Pressure behavior of multi-stage fractured horizontal well in a laterally non-uniform reservoir

Abstract

Formation heterogeneity is very common in practice, where the reservoir usually consists of several regions with dissimilar properties separated by discontinuities. Because of the effect of the heterogeneity, there are few literatures studying the pressure response of multi-stage fractured horizontal (MSFH) wells in a laterally non-uniform reservoir. In this work, considering the linearity of the governing equations for describing fluid flows, the Laplace-domain point-source solution for three-region linear composite reservoirs is derived, based on which seepage model for an MSFH well in a laterally non-uniform reservoir is established.

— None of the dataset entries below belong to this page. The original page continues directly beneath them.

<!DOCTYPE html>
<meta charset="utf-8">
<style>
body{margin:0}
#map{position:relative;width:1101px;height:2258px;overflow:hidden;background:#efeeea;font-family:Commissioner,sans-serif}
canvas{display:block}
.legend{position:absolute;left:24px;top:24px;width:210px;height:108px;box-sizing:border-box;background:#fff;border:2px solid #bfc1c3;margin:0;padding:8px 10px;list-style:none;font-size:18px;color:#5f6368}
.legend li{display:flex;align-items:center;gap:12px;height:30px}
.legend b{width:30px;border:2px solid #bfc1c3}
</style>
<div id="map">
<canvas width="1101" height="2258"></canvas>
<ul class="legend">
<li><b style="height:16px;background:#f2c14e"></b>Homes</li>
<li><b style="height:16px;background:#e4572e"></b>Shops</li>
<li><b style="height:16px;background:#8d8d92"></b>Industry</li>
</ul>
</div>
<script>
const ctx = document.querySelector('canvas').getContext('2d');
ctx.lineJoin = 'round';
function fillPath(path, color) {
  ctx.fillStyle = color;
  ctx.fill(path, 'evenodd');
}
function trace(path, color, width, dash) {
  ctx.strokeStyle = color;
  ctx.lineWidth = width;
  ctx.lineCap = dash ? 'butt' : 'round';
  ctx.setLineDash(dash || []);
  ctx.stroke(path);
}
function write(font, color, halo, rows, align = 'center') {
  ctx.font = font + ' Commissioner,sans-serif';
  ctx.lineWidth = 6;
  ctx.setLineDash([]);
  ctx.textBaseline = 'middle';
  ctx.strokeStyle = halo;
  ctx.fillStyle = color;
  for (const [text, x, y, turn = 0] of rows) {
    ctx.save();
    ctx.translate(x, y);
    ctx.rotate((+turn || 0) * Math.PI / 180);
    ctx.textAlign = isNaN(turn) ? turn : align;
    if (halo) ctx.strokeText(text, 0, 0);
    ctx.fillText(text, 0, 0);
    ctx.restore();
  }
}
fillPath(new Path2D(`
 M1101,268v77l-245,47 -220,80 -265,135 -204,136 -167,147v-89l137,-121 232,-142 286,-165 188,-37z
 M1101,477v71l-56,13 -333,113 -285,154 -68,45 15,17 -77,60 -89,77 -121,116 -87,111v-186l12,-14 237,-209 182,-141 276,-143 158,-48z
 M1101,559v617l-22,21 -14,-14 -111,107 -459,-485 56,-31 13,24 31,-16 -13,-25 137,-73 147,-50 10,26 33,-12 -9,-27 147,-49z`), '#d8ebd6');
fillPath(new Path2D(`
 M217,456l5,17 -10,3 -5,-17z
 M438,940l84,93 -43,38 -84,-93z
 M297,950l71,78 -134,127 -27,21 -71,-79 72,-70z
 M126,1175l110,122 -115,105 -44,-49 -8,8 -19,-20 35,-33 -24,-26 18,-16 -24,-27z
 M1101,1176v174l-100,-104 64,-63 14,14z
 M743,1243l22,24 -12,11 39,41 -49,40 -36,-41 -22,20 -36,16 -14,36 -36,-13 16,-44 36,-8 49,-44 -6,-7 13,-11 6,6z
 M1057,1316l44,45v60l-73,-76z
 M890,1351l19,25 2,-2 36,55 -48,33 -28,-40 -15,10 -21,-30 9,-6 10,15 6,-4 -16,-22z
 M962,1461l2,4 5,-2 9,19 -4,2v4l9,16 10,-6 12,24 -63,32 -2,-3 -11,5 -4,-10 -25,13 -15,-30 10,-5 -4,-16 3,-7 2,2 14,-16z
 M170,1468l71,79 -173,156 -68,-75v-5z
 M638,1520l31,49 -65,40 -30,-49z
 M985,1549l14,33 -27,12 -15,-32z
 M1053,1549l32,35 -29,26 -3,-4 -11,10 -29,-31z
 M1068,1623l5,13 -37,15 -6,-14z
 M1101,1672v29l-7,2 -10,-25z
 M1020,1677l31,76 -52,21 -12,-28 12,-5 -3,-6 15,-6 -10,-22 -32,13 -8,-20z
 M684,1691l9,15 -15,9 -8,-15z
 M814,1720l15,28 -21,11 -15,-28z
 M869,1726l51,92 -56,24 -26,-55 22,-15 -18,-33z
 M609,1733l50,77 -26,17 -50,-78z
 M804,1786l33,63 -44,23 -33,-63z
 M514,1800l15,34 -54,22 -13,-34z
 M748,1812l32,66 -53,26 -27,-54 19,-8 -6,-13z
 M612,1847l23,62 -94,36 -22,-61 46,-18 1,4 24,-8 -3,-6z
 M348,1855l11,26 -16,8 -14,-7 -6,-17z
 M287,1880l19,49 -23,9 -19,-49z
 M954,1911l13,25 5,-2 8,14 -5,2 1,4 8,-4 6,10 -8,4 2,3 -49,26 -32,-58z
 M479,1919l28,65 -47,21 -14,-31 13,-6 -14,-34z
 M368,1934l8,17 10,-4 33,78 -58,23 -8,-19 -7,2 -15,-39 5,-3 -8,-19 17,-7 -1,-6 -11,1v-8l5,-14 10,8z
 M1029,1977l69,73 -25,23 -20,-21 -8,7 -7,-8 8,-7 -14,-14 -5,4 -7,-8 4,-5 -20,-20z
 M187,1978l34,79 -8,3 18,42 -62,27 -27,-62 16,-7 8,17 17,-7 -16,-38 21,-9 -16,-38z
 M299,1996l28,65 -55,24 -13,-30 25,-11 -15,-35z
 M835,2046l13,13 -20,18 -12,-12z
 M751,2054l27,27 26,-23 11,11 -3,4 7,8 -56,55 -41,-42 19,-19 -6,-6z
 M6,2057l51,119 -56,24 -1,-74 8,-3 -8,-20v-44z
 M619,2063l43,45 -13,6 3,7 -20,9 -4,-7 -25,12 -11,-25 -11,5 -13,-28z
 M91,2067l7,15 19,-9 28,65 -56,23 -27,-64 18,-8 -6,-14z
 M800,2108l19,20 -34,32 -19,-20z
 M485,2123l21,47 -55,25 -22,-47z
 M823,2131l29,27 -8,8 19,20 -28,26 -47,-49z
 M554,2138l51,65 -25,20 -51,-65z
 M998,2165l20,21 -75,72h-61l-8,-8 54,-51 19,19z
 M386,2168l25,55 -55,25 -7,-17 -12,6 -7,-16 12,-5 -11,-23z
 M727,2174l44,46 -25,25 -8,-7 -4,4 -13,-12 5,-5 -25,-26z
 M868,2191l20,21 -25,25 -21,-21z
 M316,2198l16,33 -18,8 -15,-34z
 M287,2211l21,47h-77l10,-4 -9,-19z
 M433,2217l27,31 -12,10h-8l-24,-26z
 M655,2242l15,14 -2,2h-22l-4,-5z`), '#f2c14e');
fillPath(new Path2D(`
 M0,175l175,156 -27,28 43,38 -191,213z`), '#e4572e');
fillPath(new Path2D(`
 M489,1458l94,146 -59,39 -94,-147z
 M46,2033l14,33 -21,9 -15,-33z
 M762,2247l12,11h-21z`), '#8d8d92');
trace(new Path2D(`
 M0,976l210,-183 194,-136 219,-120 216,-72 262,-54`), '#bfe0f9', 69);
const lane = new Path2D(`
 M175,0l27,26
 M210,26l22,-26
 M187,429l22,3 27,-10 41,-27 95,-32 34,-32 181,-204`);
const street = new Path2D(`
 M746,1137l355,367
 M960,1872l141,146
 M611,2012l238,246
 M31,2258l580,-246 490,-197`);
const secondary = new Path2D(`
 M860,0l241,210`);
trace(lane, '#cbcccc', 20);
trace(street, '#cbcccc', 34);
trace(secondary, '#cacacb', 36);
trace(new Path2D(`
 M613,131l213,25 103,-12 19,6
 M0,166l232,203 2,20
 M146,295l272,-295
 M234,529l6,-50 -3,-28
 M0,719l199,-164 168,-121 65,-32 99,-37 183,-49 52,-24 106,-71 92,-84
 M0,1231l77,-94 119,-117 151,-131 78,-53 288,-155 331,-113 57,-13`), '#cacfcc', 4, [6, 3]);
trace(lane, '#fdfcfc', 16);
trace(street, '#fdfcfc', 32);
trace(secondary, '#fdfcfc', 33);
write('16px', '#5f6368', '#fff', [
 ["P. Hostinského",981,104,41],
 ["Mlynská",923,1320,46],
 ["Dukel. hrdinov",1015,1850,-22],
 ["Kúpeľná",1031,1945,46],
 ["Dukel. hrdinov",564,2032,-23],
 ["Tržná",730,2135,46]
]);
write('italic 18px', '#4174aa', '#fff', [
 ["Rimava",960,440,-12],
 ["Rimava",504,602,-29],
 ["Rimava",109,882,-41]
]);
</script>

Fracture discrete scheme and Stehfest algorithm are used to solve the established model for an MSFH well. The validation of the proposed model is conducted by comparing with the simplified semi-analytical models in literatures and the commercial numerical simulator, which shows that our results match well with both analytical results and numerical results. Pressure behavior of an MSFH well in laterally non-uniform reservoirs is analyzed thoroughly based on the proposed model. It is found that the pressure behavior is significantly influenced by formation heterogeneity, well location, and well properties. The study provides a point-source function method for calculating pressure solutions of MSFH wells in three-region linear composite reservoirs, which can be easily extended to other complex well types besides MSFH wells, such as MSFH wells with stimulated reservoir volume, and fractured vertical wells with multiple fracture wings.